Don’t Put the Cart Before the Horse: Gather the Mandated Data First:

Another Reason for not Expanding on HB 2001

The primary argument against going beyond what is required for HB 2001 compliance is that the actual impacts on the ground for this sort of densification is unknown, so why double-down? It will also jam up future mandated work on housing.
HB 2003 requires an updated Housing Capacity Analysis by December 31, 2026 and while that seems far away, the work for it will be quite extensive. The city must also adopt a Housing Production Strategy (HPS) outlining specific strategies to address housing needs identified in the Housing Capacity Analysis by December 31, 2027. Eugene has to have an analysis of the types and affordability of housing needed by low-income households and a production strategy to meet that need. Absent that data and in light of the need to develop a plan to meet those goals, adopting anything more than what the state requires for HB 2001 is “putting the cart before the horse.”  Further, there is a real danger with Measure 49 that the city’s hands will be tied in reaching those goals. Why limit our options by adopting such an aggressive HB 2001 strategy? These are all known unknowns, it makes no sense.
This all will create problems if we intend to meet the newly adopted HIP. There is a complete miss-match between the need to create and preserve low-income housing and the staff’s plan – the staff’s plan won’t do anything to preserve existing affordable rentals nor will it create adequate incentives to get housing for the bottom 50% built. If fact, there is sufficient evidence that it will make matters worse.

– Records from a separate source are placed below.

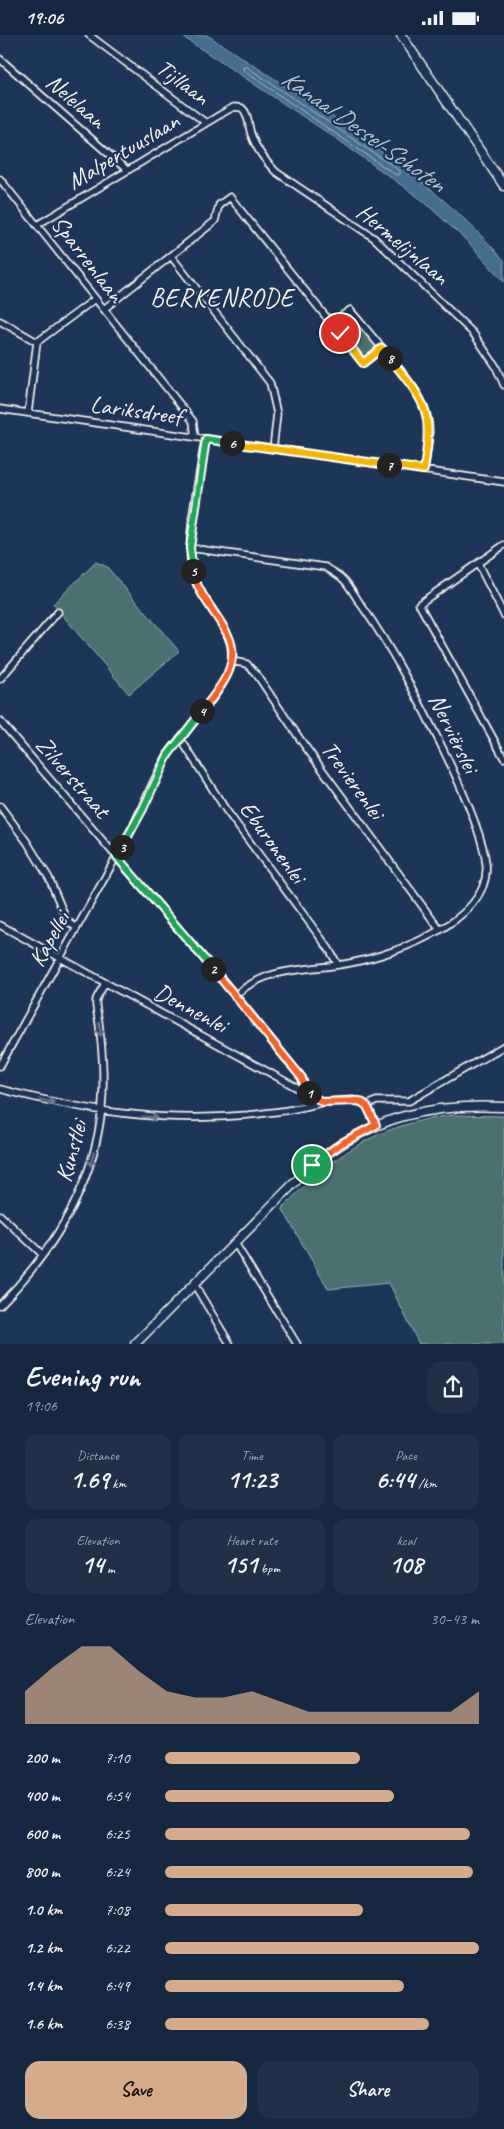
<!DOCTYPE html>
<meta charset="utf-8">
<style>
:root{--surface:#162841;--page:#1f3048;--text:#f1f3f6;--muted:#9ea6b1;--accent:#d6ab8b}
body{margin:0;font-family:Caveat,sans-serif;background:var(--page);color:var(--text);height:100vh;display:flex;flex-direction:column;font-size:19px;white-space:nowrap}
*{box-sizing:border-box;margin:0}
p{font-size:16px;color:var(--muted)}
.icon{flex:none;width:28px;height:28px;fill:none;stroke:currentColor;stroke-width:2;stroke-linecap:round;stroke-linejoin:round}
.map{position:relative;height:1309px;overflow:hidden}
.details{display:flex;flex-direction:column;background:var(--surface);flex:1}
.details>*{flex:none}
.pin{position:absolute;display:grid;place-items:center;width:42px;height:42px;color:#fff;margin:-21px;border:2px solid #fff;border-radius:50%;box-shadow:0 1px 5px #0007}
.km{position:absolute;width:25px;height:25px;margin:-12px;border-radius:50%;background:#222;color:#fff;font-size:14px;line-height:25px;text-align:center}
.round{display:grid;place-items:center;flex:none;width:52px;height:52px;border-radius:15px;background:var(--page)}
.overview{display:flex;align-items:center;justify-content:space-between;height:85px;padding:0 25px}
h1{font-size:28px;font-weight:800;line-height:38px}
.metrics{display:grid;grid-template-columns:repeat(3,1fr);gap:8px;height:85px;padding:5px 25px}
.metrics div{display:grid;align-content:center;border-radius:12px;background:var(--page);text-align:center}
.metrics b{font-size:25px;font-weight:800}
.metrics small{font-size:14px;font-weight:400}
.metrics p{font-size:14px}
.chart{height:140px;padding:10px 25px}
.chart p{display:flex;justify-content:space-between}
.chart svg{width:100%;height:90px;margin-top:5px;fill:var(--accent);opacity:.7}
.cta{display:flex;gap:10px;margin-top:auto;padding:10px 25px}
.cta a{flex:1;height:58px;border-radius:15px;background:var(--accent);color:#111;font-size:20px;font-weight:800;line-height:58px;text-align:center}
.cta a+a{background:var(--page);color:var(--text)}
ul{padding:0 25px;list-style:none;font-size:16px}
li{display:grid;grid-template-columns:80px 60px 1fr;align-items:center;height:38px}
li i{height:12px;border-radius:6px;background:var(--accent)}
.status{display:flex;justify-content:space-between;align-items:center;height:35px;padding:0 25px;background:var(--surface);direction:ltr}
.status svg{height:14px;fill:currentColor}
.map>svg:first-child{display:block}
.green{fill:#4d7071;stroke:#a0b0ac}
.water{fill:#476d8f;stroke:#8ca2b3}
.lines{fill:none;stroke-linecap:round;stroke-linejoin:round}
.shore{stroke:#afbcc4;stroke-width:1}
.minor-casing{stroke:#f4f1e8;stroke-width:9}
.secondary-casing{stroke:#f4f1e8;stroke-width:11}
.minor{stroke:#1d3557;stroke-width:5.5}
.secondary{stroke:#1d3557;stroke-width:8}
.oneway{stroke:#68778a}
.split-1-casing{stroke:#fff;stroke-width:10}
.split-2-casing{stroke:#fff;stroke-width:10}
.split-3-casing{stroke:#fff;stroke-width:10}
.split-4-casing{stroke:#fff;stroke-width:10}
.split-5-casing{stroke:#fff;stroke-width:10}
.split-6-casing{stroke:#fff;stroke-width:10}
.split-7-casing{stroke:#fff;stroke-width:10}
.split-8-casing{stroke:#fff;stroke-width:10}
.split-9-casing{stroke:#fff;stroke-width:10}
.split-1{stroke:#f0652b;stroke-width:6}
.split-2{stroke:#f0652b;stroke-width:6}
.split-3{stroke:#22a559;stroke-width:6}
.split-4{stroke:#22a559;stroke-width:6}
.split-5{stroke:#f0652b;stroke-width:6}
.split-6{stroke:#22a559;stroke-width:6}
.split-7{stroke:#f5b400;stroke-width:6}
.split-8{stroke:#f5b400;stroke-width:6}
.split-9{stroke:#f5b400;stroke-width:6}
.labels{text-anchor:middle;stroke-width:4.5;stroke-linejoin:round;paint-order:stroke}
.street-label{font-size:24px;fill:#f4f1e8;stroke:#1d3557}
.water-label{font-size:25px;font-style:italic;fill:#b7c3c9;stroke:#1d3557}
.neighbourhood-label{font-size:25px;letter-spacing:1px;fill:#f4f1e8;stroke:#1d3557}
</style>
<div class="status"><b>19:06</b><svg viewBox="0 0 49 12"><path d="M0 12V9h3v3zM5 12V6h3v6zM10 12V3h3v9zM15 12V0h3v12zM26 1h20v11H26zM47 4h2v5h-2z"/></svg></div>
<div class="map">
<svg width="504" height="1309" viewBox="0 0 504 1309">
<rect width="100%" height="100%" fill="#1d3557"/>
<filter id="ink" filterUnits="userSpaceOnUse"><feTurbulence type="fractalNoise" baseFrequency=".02" numOctaves="2"/><feDisplacementMap in="SourceGraphic" scale="10" xChannelSelector="R" yChannelSelector="G"/><feConvolveMatrix kernelMatrix="1 2 1 2 8 2 1 2 1" color-interpolation-filters="sRGB"/></filter>
<g filter="url(#ink)">
<!-- green -->
<path class="green" d="M350,277L378,312L363,324L335,289Z
M96,527L107,532L179,616L129,659L53,569Z
M453,1080L504,1081V1309H419L389,1248L328,1254L282,1173C335,1119 375,1090 453,1080Z"/>
<!-- water -->
<path class="water" d="M180,0H207C310,68 421,131 504,225V247L468,207L422,165L337,104Z"/>
<g class="lines">
<!-- shore -->
<path class="shore" d="M247,32L400,136V139L396,140L244,36L243,33Z"/>
<defs>
<path id="minor" d="M89,0L206,88
M0,24L127,135
M0,144L193,386L195,402
M37,190L228,75L234,72L242,73C249,79 248,90 251,99C256,114 265,126 276,137L374,203L473,298L495,330L504,350
M171,221L270,348L277,379L273,414
M104,274L215,186L219,170L230,162L363,328L382,313L350,275L332,288
M0,286L37,307
M382,313C401,338 429,363 429,396C429,409 426,422 424,435
M0,374L504,447
M28,378L37,307L95,264
M504,510L419,569L504,723
M190,513L326,532C331,536 338,539 342,543C350,550 355,562 362,571C393,615 418,664 442,712C456,741 483,798 486,829C492,889 383,924 338,930C297,936 269,932 235,960
M478,529L504,580
M232,626L247,629L257,640L302,707L440,895
M0,644L58,577
M0,686L235,960L302,1043L305,1055
M180,703L226,775L329,914L338,930
M0,771L27,807L49,843L67,886L77,893
M0,890L323,1067L353,1065L366,1069L376,1090
M0,1031C43,954 86,877 129,799C143,773 153,742 169,718C185,695 230,651 232,624C234,592 202,569 193,540C184,505 200,441 205,404
M0,1054C84,1076 161,1088 248,1080C273,1077 299,1075 323,1067
M367,1071L376,1066H409L504,1011
M0,1180L43,1220
M235,1208L297,1309
M194,1249L230,1309
M0,1270C62,1207 105,1130 103,1041C103,1023 101,1005 99,988C98,981 95,971 96,965C98,959 103,953 105,948"/>
<path id="secondary" d="M401,0L504,151
M135,1309L312,1130C372,1082 429,1068 504,1072"/>
</defs>
<!-- minor casing -->
<use href="#minor" class="minor-casing"/>
<!-- secondary casing -->
<use href="#secondary" class="secondary-casing"/>
<!-- minor -->
<use href="#minor" class="minor"/>
<!-- secondary -->
<use href="#secondary" class="secondary"/>
</g>
<!-- one-way arrows -->
<defs><path id="oneway-shaft" d="M-6 0H5M1.5-3L5.5 0L1.5 3" fill="none" stroke-width="1.6" stroke-linecap="round" stroke-linejoin="round" transform="scale(1.25)"/></defs>
<g class="oneway">
<use href="#oneway-shaft" transform="translate(100 994) rotate(83)"/>
<use href="#oneway-shaft" transform="translate(47 1066) rotate(13)"/>
<use href="#oneway-shaft" transform="translate(150 1082) rotate(3)"/>
<use href="#oneway-shaft" transform="translate(92 1124) rotate(104)"/>
</g>
</g>
<g class="lines" filter="url(#ink)">
<defs>
<path id="split-1" d="M309,1058L322,1067L360,1066L367,1071L376,1090L342,1108L312,1130"/>
<path id="split-2" d="M213,934L302,1043L305,1055L309,1058"/>
<path id="split-3" d="M122,812L117,822L213,934"/>
<path id="split-4" d="M122,812L143,774L168,720L202,676"/>
<path id="split-5" d="M193,536C195,548 202,560 209,570C215,580 223,590 228,600C242,629 219,654 202,676"/>
<path id="split-6" d="M193,536L190,513L206,404L232,408"/>
<path id="split-7" d="M232,408L389,430"/>
<path id="split-8" d="M389,430L424,435C433,374 427,370 390,323"/>
<path id="split-9" d="M340,298L363,328L382,313L390,323"/>
</defs>
<!-- split-1 casing -->
<use href="#split-1" class="split-1-casing"/>
<!-- split-2 casing -->
<use href="#split-2" class="split-2-casing"/>
<!-- split-3 casing -->
<use href="#split-3" class="split-3-casing"/>
<!-- split-4 casing -->
<use href="#split-4" class="split-4-casing"/>
<!-- split-5 casing -->
<use href="#split-5" class="split-5-casing"/>
<!-- split-6 casing -->
<use href="#split-6" class="split-6-casing"/>
<!-- split-7 casing -->
<use href="#split-7" class="split-7-casing"/>
<!-- split-8 casing -->
<use href="#split-8" class="split-8-casing"/>
<!-- split-9 casing -->
<use href="#split-9" class="split-9-casing"/>
<!-- split-1 -->
<use href="#split-1" class="split-1"/>
<!-- split-2 -->
<use href="#split-2" class="split-2"/>
<!-- split-3 -->
<use href="#split-3" class="split-3"/>
<!-- split-4 -->
<use href="#split-4" class="split-4"/>
<!-- split-5 -->
<use href="#split-5" class="split-5"/>
<!-- split-6 -->
<use href="#split-6" class="split-6"/>
<!-- split-7 -->
<use href="#split-7" class="split-7"/>
<!-- split-8 -->
<use href="#split-8" class="split-8"/>
<!-- split-9 -->
<use href="#split-9" class="split-9"/>
</g>
<g class="labels">
<!-- street labels -->
<g class="street-label">
<text transform="translate(183 47) rotate(37)" y="8">Tijllaan</text>
<text transform="translate(76 66) rotate(41)" y="8">Nelelaan</text>
<text transform="translate(123 116) rotate(-31)" y="8">Malpertuuslaan</text>
<text transform="translate(403 209) rotate(40)" y="8">Hermelijnlaan</text>
<text transform="translate(88 224) rotate(52)" y="8">Sparrenlaan</text>
<text transform="translate(136 375) rotate(8)" y="8">Lariksdreef</text>
<text transform="translate(454 698) rotate(64)" y="8">Nerviërslei</text>
<text transform="translate(73 742) rotate(49)" y="8">Zilverstraat</text>
<text transform="translate(353 745) rotate(54)" y="8">Trevierenlei</text>
<text transform="translate(273 807) rotate(54)" y="8">Eburonenlei</text>
<text transform="translate(49 904) rotate(-61)" y="8">Kapellei</text>
<text transform="translate(191 973) rotate(28)" y="8">Dennenlei</text>
<text transform="translate(71 1116) rotate(-75)" y="8">Kunstlei</text>
</g>
<!-- water labels -->
<g class="water-label">
<text transform="translate(364 95) rotate(35)" y="9">Kanaal Dessel-Schoten</text>
</g>
<!-- neighbourhood labels -->
<g class="neighbourhood-label">
<text x="222" y="271">BERKENRODE</text>
</g>
</g>
</svg>
<div class="pin" style="left:312px;top:1130px;background:#1e9e55"><svg class="icon" aria-label="arrive" viewBox="0 0 24 24"><path d="M6 21V4h12l-3 4 3 4H6"/></svg></div>
<div class="pin" style="left:340px;top:298px;background:#d93025"><svg class="icon" aria-label="check" viewBox="0 0 24 24"><path d="M5 12l5 5 9-10"/></svg></div>
<b class="km" style="left:309px;top:1058px">1</b>
<b class="km" style="left:213px;top:934px">2</b>
<b class="km" style="left:122px;top:812px">3</b>
<b class="km" style="left:202px;top:676px">4</b>
<b class="km" style="left:193px;top:536px">5</b>
<b class="km" style="left:232px;top:408px">6</b>
<b class="km" style="left:389px;top:430px">7</b>
<b class="km" style="left:390px;top:323px">8</b>
</div>
<section class="details">
<div class="overview"><div><h1>Evening run</h1><p>19:06</p></div><a class="round"><svg class="icon" aria-label="share" viewBox="0 0 24 24"><path d="M12 15V3M7 8l5-5 5 5M5 13v7h14v-7"/></svg></a></div>
<div class="metrics">
<div><p>Distance</p><b>1.69<small> km</small></b></div>
<div><p>Time</p><b>11:23</b></div>
<div><p>Pace</p><b>6:44<small> /km</small></b></div>
</div>
<div class="metrics">
<div><p>Elevation</p><b>14<small> m</small></b></div>
<div><p>Heart rate</p><b>151<small> bpm</small></b></div>
<div><p>kcal</p><b>108</b></div>
</div>
<div class="chart"><p><span>Elevation</span>30–43 m</p>
<svg viewBox="0 0 160 44" preserveAspectRatio="none"><path d="M0 44V28L10 16L20 6L30 6L40 18L50 28L60 31L70 31L80 28L90 33L100 38L110 38L120 38L130 38L140 38L150 38L160 28V44z"/></svg>
</div>
<ul>
<li><b>200 m</b>7:10<i style="width:62%"></i></li>
<li><b>400 m</b>6:54<i style="width:73%"></i></li>
<li><b>600 m</b>6:25<i style="width:97%"></i></li>
<li><b>800 m</b>6:24<i style="width:98%"></i></li>
<li><b>1.0 km</b>7:08<i style="width:63%"></i></li>
<li><b>1.2 km</b>6:22<i style="width:100%"></i></li>
<li><b>1.4 km</b>6:49<i style="width:76%"></i></li>
<li><b>1.6 km</b>6:38<i style="width:84%"></i></li>
</ul>
<div class="cta"><a>Save</a><a>Share</a></div>
</section>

There is also the issue of equity when you look at what Wards/Neighborhoods get a pass on density due to their large number of CC&R protected developments – the scope of which is unknown. Once again, poorer and older neighbors carry the burden for the newer wealthier parts of Eugene.
Of particular concern is staff’s proposed changes to the Metro plan will nullify any restrictions on any Middle Housing anywhere. For example, any height would be allowed regardless of any refinement plan and only the minimum set-back.